Esattamente come in Cina. Se ne andò con un saluto a
Milanello tra le lacrime e la convinzione che qualcosa è andato storto: “Magari
alcune cose potevano andare diversamente”. Un peccato, forse. Per
Pato, per il Milan, per la Serie A, per il calcio. Perché è chiaro che in un universo parallelo è andata come doveva andare. Anche se i bei momenti
superano la malinconia: “Ho tantissimi ricordi, impossibile sceglierne uno
solo. Non scorderò mai i primissimi giorni a Milanello e lo Scudetto, ma anche i
tantissimi campioni come compagni e i rapporti di amicizia che ho iniziato lì e
che ancora porto avanti”. Infiniti: “Quando sono arrivato ero adolescente e
c’era una colonia brasiliana, ero in famiglia! Negli anni sono stato molto
legato a Kakà, Ronaldinho, Emerson, Thiago Silva, ma anche agli italiani come
Gattuso e Maldini”.
UN PAPERO ANCORA AMATO
E i tifosi ancora lo amano, tant’é che quando i rossoneri
gli hanno regalato una maglia col suo “sette” hanno preso d’assalto il suo
profilo: “Il Milan mi ha inviato la sua nuova maglia, io ho
postato la foto e il mio Instagram è stato bombardato di messaggi.
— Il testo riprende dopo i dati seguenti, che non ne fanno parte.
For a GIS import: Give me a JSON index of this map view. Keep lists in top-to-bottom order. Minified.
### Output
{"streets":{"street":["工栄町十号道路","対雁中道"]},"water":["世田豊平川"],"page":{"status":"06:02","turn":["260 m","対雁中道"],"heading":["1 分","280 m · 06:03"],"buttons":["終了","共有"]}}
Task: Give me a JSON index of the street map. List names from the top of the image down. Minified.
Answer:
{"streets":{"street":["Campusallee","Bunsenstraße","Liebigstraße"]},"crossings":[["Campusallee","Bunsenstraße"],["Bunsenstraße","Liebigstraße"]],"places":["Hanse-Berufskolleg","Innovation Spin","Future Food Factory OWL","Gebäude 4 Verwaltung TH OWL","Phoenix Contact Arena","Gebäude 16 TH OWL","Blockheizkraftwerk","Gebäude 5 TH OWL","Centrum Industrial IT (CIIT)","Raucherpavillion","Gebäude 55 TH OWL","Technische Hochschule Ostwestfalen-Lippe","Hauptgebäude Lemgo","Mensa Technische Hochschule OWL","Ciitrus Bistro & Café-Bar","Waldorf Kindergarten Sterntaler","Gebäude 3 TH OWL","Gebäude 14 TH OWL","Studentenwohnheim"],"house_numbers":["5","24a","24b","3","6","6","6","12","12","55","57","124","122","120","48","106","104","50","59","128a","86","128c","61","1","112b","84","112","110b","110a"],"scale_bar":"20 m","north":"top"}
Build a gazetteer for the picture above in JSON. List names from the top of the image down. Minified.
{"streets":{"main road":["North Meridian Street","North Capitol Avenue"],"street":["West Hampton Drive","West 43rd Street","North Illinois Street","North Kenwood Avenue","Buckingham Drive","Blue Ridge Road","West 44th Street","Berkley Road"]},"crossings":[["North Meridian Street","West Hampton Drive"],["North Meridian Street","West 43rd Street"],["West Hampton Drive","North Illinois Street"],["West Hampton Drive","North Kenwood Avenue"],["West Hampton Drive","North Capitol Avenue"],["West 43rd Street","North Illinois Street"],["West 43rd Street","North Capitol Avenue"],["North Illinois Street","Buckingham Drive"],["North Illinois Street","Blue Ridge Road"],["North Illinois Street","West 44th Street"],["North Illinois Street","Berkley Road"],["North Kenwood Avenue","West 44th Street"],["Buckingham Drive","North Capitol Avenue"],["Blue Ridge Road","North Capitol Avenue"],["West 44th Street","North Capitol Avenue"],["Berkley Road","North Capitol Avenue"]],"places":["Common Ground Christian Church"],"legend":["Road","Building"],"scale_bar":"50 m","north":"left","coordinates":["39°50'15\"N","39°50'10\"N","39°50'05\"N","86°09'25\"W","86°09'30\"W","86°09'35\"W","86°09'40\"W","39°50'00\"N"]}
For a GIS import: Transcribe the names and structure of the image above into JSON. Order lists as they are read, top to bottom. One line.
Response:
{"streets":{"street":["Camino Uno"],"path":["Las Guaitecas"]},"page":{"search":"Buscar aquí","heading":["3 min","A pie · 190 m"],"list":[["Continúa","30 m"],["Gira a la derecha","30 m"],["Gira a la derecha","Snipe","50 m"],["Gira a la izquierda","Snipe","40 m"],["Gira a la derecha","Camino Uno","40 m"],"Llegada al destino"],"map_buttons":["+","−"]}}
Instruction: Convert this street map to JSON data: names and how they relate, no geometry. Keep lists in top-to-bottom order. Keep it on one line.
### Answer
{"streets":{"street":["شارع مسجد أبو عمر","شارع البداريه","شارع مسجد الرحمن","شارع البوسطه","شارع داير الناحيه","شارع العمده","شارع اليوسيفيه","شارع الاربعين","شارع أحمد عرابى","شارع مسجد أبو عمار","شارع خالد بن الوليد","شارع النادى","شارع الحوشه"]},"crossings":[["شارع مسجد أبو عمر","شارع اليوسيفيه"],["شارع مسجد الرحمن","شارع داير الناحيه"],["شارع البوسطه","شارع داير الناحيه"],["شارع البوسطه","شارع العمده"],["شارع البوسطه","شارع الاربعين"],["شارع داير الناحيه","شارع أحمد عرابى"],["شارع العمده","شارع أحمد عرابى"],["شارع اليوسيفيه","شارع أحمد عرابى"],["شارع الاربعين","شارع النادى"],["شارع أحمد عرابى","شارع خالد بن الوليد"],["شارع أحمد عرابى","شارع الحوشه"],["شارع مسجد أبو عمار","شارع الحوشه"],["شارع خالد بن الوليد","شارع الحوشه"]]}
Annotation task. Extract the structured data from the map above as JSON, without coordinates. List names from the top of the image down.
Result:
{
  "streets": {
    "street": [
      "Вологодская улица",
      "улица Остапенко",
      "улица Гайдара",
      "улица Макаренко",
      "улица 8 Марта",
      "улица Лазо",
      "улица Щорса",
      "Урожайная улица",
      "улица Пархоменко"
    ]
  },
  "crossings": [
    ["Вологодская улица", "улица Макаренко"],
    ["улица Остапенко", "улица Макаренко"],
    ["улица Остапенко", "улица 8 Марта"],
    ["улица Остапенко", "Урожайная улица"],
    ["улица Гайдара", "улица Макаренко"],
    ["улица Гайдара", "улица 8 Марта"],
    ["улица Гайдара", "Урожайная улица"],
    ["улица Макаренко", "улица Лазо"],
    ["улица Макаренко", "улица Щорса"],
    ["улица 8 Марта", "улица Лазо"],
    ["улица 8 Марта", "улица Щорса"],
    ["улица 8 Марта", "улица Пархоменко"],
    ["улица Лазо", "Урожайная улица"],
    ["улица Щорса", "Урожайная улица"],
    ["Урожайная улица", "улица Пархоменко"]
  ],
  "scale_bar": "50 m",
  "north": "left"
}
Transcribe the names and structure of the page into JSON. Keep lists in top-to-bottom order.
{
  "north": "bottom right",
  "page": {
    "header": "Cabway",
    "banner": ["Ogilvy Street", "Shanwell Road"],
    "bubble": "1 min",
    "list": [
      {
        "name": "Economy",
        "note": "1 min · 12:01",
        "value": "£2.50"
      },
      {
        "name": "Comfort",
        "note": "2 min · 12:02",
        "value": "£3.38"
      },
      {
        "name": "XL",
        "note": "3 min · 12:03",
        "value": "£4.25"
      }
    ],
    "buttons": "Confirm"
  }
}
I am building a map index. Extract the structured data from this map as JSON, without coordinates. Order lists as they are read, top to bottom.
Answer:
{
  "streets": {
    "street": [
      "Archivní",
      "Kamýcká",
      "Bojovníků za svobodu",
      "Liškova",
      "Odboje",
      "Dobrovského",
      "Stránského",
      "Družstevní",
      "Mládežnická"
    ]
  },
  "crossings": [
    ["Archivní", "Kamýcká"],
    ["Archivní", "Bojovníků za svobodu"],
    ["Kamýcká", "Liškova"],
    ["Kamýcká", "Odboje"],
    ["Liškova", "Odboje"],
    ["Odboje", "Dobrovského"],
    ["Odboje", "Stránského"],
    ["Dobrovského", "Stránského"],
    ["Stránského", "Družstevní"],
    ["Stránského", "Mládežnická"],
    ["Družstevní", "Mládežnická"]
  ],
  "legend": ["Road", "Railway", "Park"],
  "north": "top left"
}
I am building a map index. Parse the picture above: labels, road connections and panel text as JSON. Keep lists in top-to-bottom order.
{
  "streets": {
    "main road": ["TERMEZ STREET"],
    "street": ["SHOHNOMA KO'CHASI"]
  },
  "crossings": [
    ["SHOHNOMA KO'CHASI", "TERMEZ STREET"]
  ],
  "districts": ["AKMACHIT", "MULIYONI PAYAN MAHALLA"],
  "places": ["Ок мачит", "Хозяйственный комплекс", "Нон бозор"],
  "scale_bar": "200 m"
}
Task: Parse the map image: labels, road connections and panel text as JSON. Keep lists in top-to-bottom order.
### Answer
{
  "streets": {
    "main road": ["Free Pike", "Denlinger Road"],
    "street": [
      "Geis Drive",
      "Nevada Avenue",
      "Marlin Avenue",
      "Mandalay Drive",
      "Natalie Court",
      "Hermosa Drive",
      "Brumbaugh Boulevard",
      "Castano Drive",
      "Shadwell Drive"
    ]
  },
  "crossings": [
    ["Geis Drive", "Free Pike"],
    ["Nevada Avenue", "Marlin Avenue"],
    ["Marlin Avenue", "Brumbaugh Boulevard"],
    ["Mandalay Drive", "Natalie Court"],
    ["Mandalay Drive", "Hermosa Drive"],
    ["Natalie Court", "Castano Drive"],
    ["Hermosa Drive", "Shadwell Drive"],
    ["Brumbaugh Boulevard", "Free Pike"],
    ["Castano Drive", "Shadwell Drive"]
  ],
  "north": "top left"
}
Sono felice
per tutto questo affetto”. Mai dimenticato, lui. Forse per quel gol al Napoli
nel giorno dell’esordio, con Ancelotti in panca: “Mi ha voluto in quel Milan
stellare e gli sarò sempre riconoscente. Ho avuto un rapporto molto stretto con
lui, gli auguro il meglio”. Stesso discorso per il Cavaliere: “Sono molto
grato al Presidente Berlusconi per aver sempre creduto in me. E’ una
persona eccezionale”. Pato ha seguito il mercato rossonero e dice la sua: “Non conosco
personalmente Mirabelli e Fassone, ma penso che abbiano fatto una buonissima
squadra e sicuramente il Milan sarà protagonista del campionato”. Proprietari
cinesi, nel loro paese che si dice? “E’ molto particolare vedere come il Milan
abbia tantissimi tifosi qui in Cina, questo grazie alle vittorie e ai campioni
dei 30 anni di Berlusconi, e ora proprio il Milan ha dei proprietari cinesi.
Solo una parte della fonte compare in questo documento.